Purpose:Nanoparticles of the basal polydopamine-loaded temozolomide guided by Pep-1 as a navigator were constructed for the chemotherapy and photothermal of glioblastoma.
methods:The active groups such as catechenol aminocarboxyl group and super adhesive of polydopamine were used to perform Schiff base reaction with temozolomide with amino group and Pep-1 with thiol group after functionalization to obtain Pep-1@PDA-TMZA NPs. The size and morphology were characterized by dynamic light scattering and transmission electron microscopy. The loading and assembly of the drug were analyzed by Fourier transform infrared spectroscopy and ultraviolet spectroscopy The biocompatibility of the nanoparticle carrier Pep-1@PDA was verified in U87 cells in vitro, and the cellular uptake and toxicity of Pep-1@PDA-TMZA NPs were investigated.In vivo antitumor activity study investigated the tumor inhibition of Pep-1@PDA-TMZA NPs by temozolomide chemotherapy combined with the photothermal effect of 808nm laser irradiation in tumor environment.
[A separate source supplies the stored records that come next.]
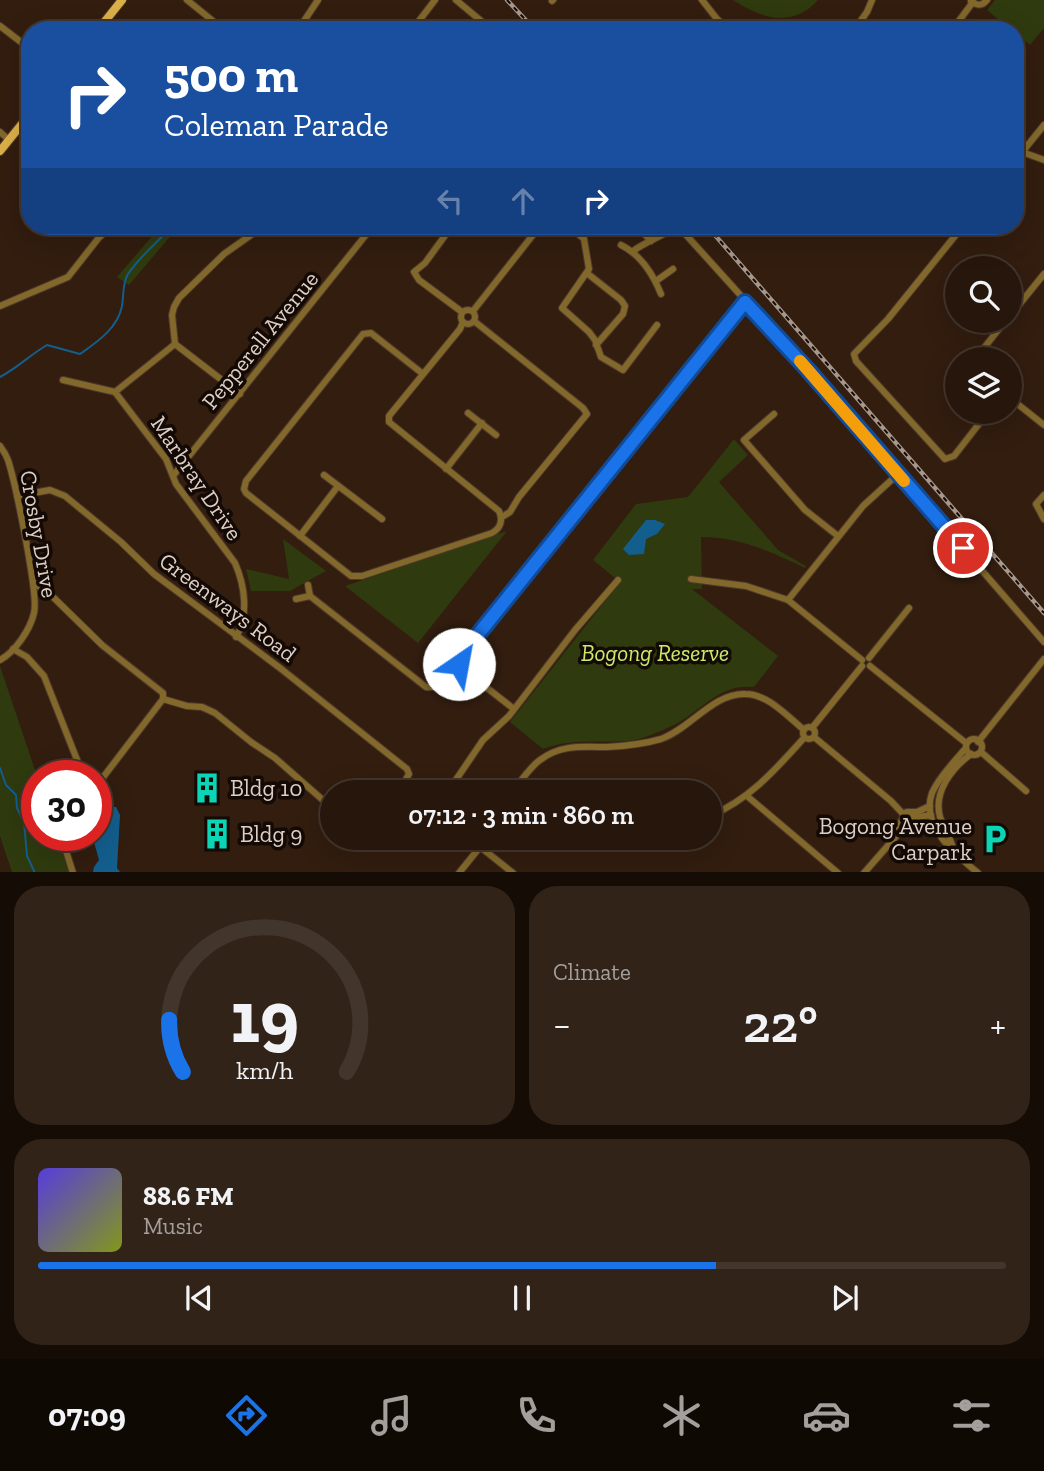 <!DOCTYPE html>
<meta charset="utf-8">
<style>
:root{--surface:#26160b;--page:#322319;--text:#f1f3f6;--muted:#a49f9d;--line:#42352c;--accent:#1a73e8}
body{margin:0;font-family:"Zilla Slab",serif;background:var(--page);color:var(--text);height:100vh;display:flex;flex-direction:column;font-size:26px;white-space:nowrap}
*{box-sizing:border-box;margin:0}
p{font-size:23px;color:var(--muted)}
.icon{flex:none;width:38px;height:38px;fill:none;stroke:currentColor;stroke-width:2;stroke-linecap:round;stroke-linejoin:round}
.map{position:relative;height:872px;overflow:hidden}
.side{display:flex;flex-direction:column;gap:14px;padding:14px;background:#150c06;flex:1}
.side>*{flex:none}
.hud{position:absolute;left:21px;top:21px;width:1003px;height:214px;border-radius:28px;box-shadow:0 7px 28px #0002,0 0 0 2px var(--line);background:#1a4fa0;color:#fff;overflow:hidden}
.fabs{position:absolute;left:945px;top:256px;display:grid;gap:14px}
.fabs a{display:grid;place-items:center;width:77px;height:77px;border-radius:50%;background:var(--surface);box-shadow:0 7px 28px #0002,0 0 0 2px var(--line);font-size:35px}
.speed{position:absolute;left:21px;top:760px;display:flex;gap:14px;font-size:35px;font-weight:700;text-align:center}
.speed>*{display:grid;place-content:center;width:91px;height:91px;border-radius:50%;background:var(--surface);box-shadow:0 7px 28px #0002,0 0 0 2px var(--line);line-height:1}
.speed .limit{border:10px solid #d22;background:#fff;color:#111}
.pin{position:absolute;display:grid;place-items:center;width:60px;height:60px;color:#fff;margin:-30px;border:4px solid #fff;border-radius:50%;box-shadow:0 2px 7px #0007}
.me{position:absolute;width:77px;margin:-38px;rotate:33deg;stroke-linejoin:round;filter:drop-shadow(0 0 5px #0008)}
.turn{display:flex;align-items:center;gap:24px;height:147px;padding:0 28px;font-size:32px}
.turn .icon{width:91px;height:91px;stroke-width:2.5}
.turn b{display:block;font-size:49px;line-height:60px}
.lanes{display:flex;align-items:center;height:66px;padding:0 28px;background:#0003;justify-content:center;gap:35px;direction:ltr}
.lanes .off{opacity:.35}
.big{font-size:52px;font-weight:600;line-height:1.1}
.side .tile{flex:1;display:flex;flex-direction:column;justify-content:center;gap:10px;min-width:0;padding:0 24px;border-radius:28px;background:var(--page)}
.side .dial{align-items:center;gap:0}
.dial svg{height:182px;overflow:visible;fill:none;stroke:var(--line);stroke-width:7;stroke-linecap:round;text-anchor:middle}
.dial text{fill:var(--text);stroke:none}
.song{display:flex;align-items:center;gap:21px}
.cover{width:84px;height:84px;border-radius:10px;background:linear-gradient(135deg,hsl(250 70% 55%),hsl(70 70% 35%))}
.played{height:7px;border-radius:4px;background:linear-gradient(90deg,var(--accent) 70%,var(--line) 70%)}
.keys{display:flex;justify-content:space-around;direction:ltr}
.heat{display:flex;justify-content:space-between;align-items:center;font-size:38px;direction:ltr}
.side .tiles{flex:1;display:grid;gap:14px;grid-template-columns:1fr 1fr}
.tile:last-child{grid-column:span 2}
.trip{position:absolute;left:320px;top:780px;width:402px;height:70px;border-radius:35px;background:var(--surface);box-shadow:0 7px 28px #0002,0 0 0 2px var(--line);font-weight:600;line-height:70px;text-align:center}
.dock{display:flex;height:112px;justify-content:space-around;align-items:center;background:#0f0904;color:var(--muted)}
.dock .icon{width:49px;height:49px}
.dock .active{color:var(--accent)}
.dock b{font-size:32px;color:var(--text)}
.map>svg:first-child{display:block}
.green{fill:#2f3a0e}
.water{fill:#135e8d}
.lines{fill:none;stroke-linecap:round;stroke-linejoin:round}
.stream{stroke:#135e8d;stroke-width:2}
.minor-casing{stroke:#4e392c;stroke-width:8}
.major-casing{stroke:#4e392c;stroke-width:10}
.minor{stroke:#82682b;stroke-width:6}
.major{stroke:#dab049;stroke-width:8}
.rail-casing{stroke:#a7968b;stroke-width:4.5}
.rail{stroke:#130a05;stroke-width:2;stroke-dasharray:5;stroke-linecap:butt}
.route-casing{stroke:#114b97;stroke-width:18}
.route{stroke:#1a73e8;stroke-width:12}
.slow{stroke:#f59e0b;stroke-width:12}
.labels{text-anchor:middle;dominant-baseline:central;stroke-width:7;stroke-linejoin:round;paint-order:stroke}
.street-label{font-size:23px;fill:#decfc6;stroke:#130a05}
.park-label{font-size:23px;font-style:italic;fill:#caeb6a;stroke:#130a05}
.poi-label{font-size:23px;fill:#decfc6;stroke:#130a05;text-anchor:start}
</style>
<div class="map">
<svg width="1044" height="873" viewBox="0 0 1044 873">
<rect width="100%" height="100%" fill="#321d0f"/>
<g class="green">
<path d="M733,0h85c-25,28 -57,19 -85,0z"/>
<path d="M995,0h49v28l-14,17 -15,-12v-3h-4l-24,-20z"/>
<path d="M161,226h18l-50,59 -12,-8z"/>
<path d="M734,439l14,16 -29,27 59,68 28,16 -1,2c-34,-16 -65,-31 -104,-31l1,52h-10l86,67 -24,31c-39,-4 -54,29 -89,42 -11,5 -25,11 -36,12 -30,2 -57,-3 -86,8l-33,-27 110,-140 -27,-22 43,-56 52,-7z"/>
<path d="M507,531l-89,112 -73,-57z"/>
<path d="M283,539l43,32 -36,20h-39l-5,-22 43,10z"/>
<path d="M0,666l37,110v59h19l13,37h-57l-12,-36z"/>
</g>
<g class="water">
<path d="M646,520h9l10,4 -8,10 -11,5 -2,15 -15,1 -6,-6z"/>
<path d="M108,807h8l4,8 -3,53 3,4h-27l1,-5 5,-7 -7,-25h4c0,-13 0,-21 12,-28z"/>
</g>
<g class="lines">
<g class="stream">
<path d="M0,377c17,-9 30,-22 47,-32l33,9c17,-12 38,-26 42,-48 2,-11 0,-22 6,-32 12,-18 30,-32 44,-48"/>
<path d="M0,768l6,17 10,10 1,13 7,14 3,34 8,17"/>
</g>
<g class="minor-casing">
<g id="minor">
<path d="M187,0l26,21"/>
<path d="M456,0l36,30"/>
<path d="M702,0l15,19 13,11"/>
<path d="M552,1l1,-1"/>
<path d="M971,1c6,5 11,5 16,-1"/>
<path d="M0,26l30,23"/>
<path d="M298,30l20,-30"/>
<path d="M412,30l23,-30"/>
<path d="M854,30l13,-18 5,-12"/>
<path d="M952,30l21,-28"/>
<path d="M0,132l9,8"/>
<path d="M1022,152l22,8"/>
<path d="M1015,161l29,-36"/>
<path d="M88,226l13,10"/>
<path d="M452,226l-27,37 -11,9 5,8 43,32"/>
<path d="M570,226l14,13 5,30 -27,39 27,24 6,8 6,17 22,13 34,-45"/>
<path d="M637,226l14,15"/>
<path d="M678,226l130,144 236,272"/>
<path d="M963,226l-75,93 -34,35 2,7 89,98 9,-3 35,-45"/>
<path d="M621,245c20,10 32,29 40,49"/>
<path d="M633,251c14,-10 30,-15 44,-25"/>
<path d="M588,274l33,26 4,6 -2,8 -27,31"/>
<path d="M656,281l17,-12"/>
<path d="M0,306l68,-29 40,-51"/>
<circle cx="468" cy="317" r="7"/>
<path d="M473,311l67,-85"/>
<path d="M1010,316l34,-42"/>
<path d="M474,321l109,87 4,6 -68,83 -9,15 -8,5"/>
<path d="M979,359l1,-6 26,-33"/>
<path d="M423,374l-52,-41 -8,1 -117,147 -2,8 2,4 105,83h11l130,-43c9,-5 11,-13 7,-22l-110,-89v-6l71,-87 3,-7"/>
<path d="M63,380l52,12 51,67 10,25 59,79c10,23 14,53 1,74"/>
<path d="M115,392l60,-48"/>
<path d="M240,394l-65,-50 -3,-29 2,-8 5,-9 45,-44 27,-19 7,-9"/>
<path d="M1010,398l34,27"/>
<path d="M468,413l28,22"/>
<path d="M774,414l-30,26 61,70 33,26"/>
<path d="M0,446c3,4 6,9 8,14 7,22 31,135 26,153 -4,17 -19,39 -34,47"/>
<path d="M446,469l36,-46"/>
<path d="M324,475l58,44"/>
<path d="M173,476l200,-250"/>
<path d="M1044,495l-8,9 8,15"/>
<path d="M17,496l33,-6 15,6 56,46 33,32 126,94 127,101 2,5 -11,19"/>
<path d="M300,536l38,-50"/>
<path d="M691,579l55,7 42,14 74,60"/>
<path d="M33,582l19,14 50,49 61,48v6l-62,81 -5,1"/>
<path d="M310,596l116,91c15,3 23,-13 33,-22"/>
<path d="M296,599l14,-3 -2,-11"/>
<path d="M788,600l75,-94 35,-32"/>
<path d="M13,649l14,8 17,19 39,99"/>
<path d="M869,658l40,-50"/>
<path d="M870,666l96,77"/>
<path d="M163,699l24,7 15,1 13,6 36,29 24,16 57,50"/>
<path d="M514,709l-50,-39 -5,-5 1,-7 285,-356"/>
<circle cx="809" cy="733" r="6"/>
<path d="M812,728l50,-62"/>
<path d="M814,737l77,64 13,14 7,3 20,-3"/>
<circle cx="974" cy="747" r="8"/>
<path d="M978,742l66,-83"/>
<path d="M965,749c-11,13 -26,28 -33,44 -12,33 24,62 46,80"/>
<path d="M981,752l45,39"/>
<path d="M447,793l36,-53 26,-24 66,-86 43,-50"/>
<path d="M512,793c8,-11 17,-25 28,-33 21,-16 43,-13 67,-13 18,-1 37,-3 54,-8 29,-10 52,-46 84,-45 23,0 42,22 59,36"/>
<path d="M747,796l91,77"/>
<path d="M907,812h10l13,-6"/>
<path d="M710,816c40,-17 66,-47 94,-78"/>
<path d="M896,833l9,-20"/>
<path d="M61,835l12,38"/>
<path d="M469,838l44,35"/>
<path d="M499,843l23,-5"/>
<path d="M953,848c-3,-11 -9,-20 -13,-31 -7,-25 12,-49 31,-63"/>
<path d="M459,873l21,-26"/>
<path d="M864,873l42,-48 3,-13"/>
</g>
</g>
<g class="major-casing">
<g id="major">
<path d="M98,30l24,-30"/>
<path d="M0,151l30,-37"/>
</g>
</g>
<use href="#minor" class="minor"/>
<use href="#major" class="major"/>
<g class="rail-casing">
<g id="rail">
<path d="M507,0l28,30"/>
<path d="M707,226l337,387"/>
</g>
</g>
<use href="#rail" class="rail"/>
</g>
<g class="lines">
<g class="route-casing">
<path id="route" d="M459,664l5,-12 281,-350 63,68 155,178"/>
</g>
<use href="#route" class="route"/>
<path class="slow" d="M800,361l104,120"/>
</g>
<defs>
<g id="building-bare" transform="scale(2.415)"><path d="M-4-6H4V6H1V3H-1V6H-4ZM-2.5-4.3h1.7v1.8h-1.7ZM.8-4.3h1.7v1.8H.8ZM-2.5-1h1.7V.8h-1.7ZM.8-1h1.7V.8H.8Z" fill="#0bd5b5" stroke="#130a05" stroke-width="2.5" paint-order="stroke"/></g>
<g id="parking-bare" transform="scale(2.415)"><path d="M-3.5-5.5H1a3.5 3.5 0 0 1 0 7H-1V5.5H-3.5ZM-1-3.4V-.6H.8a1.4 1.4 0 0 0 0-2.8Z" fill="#0bd5b5" stroke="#130a05" stroke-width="2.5" paint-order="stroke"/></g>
</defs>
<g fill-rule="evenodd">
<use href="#building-bare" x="207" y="788"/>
<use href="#building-bare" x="217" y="834"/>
<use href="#parking-bare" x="995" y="839"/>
</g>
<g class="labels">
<g class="street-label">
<text transform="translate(260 340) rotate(-51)">Pepperell Avenue</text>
<text transform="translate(197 478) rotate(56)">Marbray Drive</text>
<text transform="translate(39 534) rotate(80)">Crosby Drive</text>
<text transform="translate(228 607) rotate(37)">Greenways Road</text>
</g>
<g class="park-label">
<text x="655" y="653">Bogong Reserve</text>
</g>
<g class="poi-label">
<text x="230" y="788">Bldg 10</text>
<text x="972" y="826" text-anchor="end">Bogong Avenue<tspan x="972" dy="26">Carpark</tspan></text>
<text x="240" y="834">Bldg 9</text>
</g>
</g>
</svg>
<div class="fabs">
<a><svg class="icon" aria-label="search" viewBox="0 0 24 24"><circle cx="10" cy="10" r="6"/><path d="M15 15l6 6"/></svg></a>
<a><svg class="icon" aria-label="layers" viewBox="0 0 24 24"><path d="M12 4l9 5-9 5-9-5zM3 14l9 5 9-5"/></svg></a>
</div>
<div class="speed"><div class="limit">30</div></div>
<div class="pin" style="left:963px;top:548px;background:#d93025"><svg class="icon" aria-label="arrive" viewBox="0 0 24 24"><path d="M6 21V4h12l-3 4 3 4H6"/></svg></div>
<svg class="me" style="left:459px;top:664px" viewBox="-20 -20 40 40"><circle r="19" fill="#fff"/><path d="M0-13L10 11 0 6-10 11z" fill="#1a73e8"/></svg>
<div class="trip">07:12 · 3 min · 860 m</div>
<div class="hud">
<div class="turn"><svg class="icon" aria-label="right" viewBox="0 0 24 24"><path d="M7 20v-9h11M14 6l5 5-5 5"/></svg><div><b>500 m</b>Coleman Parade</div></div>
<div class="lanes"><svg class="icon off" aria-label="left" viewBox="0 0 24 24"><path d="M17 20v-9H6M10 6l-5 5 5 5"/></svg><svg class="icon off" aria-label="ahead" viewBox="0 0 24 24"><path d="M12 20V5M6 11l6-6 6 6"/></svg><svg class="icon" aria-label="right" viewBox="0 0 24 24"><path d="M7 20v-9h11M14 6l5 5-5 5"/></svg></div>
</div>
</div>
<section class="side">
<div class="tiles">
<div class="tile dial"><svg viewBox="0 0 100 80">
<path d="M14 69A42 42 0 1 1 86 69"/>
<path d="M14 69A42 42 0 0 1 8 46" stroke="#1a73e8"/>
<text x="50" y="56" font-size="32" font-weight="700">19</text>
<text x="50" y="72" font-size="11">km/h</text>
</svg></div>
<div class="tile"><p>Climate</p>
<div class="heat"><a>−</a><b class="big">22°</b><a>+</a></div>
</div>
<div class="tile">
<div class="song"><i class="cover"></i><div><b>88.6 FM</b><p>Music</p></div></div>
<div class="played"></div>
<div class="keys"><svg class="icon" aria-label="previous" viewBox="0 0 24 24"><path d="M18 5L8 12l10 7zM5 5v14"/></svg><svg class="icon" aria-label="pause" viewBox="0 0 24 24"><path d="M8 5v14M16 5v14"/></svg><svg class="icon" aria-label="next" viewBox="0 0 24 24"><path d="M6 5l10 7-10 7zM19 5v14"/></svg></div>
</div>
</div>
</section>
<nav class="dock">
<b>07:09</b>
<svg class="icon active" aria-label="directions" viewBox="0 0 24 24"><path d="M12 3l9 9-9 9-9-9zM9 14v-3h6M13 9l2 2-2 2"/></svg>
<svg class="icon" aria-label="music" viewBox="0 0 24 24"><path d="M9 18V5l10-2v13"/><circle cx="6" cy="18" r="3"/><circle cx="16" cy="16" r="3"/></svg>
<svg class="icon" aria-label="phone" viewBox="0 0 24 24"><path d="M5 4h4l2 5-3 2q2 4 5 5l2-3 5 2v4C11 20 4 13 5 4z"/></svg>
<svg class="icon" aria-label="climate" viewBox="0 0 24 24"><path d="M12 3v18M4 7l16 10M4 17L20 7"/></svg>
<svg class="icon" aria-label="car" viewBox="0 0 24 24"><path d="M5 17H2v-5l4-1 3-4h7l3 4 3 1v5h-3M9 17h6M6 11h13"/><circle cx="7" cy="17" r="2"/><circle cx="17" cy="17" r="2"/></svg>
<svg class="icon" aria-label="filters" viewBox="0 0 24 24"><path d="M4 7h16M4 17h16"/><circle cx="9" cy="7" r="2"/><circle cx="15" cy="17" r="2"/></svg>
</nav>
Results:DLS characterization revealed that the particle size was approximately 140 nm. The prepared nanoparticles had excellent dispersion stability and good biocompatibility in water and biological buffers. Pep-1@PDA-TMZA NPs had a narrow particle size distribution, homogeneous size, spherical,and smooth surface, which can be easily penetrated and can accumulate at the tumor site via the EPR effect.The Schiff base bond in the nanoparticles was a type of reversible dynamic covalent bond with extreme sensitivity to pH value. That is, its stability was positively correlated with pH value. Hence, lower pH values indicated worse stability. Therefore, under the acidic environment of the tumor, the dynamic covalent Schiff base bond of Pep-1@PDA-TMZA NPs can be broken reversibly, and TMZA is released, thereby exerting a chemotherapeutic effect in antitumor therapy.Under 808-nm laser irradiation,Pep-1@PDA-TMZA NPs can convert light energy into thermal energy after absorbing NIR to achieve the antitumor photothermal effect.Moreover, as the concentration of TMZA increased, the cytotoxicity produced by the tumor cells was significantly enhanced, showing a significant concentration dependence. When the Pep-1@PDA-TMZA NPs concentration was increased to 250 μ g / ml combined with photothermal treatment, the U87 cells and C6 cells were inhibited by 90.81% and 82.29%, respectively.In vivo studies have shown that, compared with other treatment groups, Pep-1@PDA-TMZA NPs + (Laser) had about 77.13% (P <0.05) after conventional blood tests and H & E staining analysis of major organs such as heart, liver, spleen, lung and kidney, indicating that Pep-1@PDA-TMZA NPs does not cause damage to major organs while anti-tumor
Conclusion:Pep-1- @PDA-TMZA NPs, modified with polydopamine-loaded by Pep-1, not only has considerable load rate, strong penetration, biocompatibility and targeting, but also has accurate navigation function, most importantly, Pep-1@PDA-TMZA NPs can have the dual therapeutic effects of chemotherapy and photothermal therapy and can target receptor-mediated IL-13Rα2 to promote antitumor effects. Therefore, it can be used as a potential targeted nano-delivery particle in glioblastoma treatment.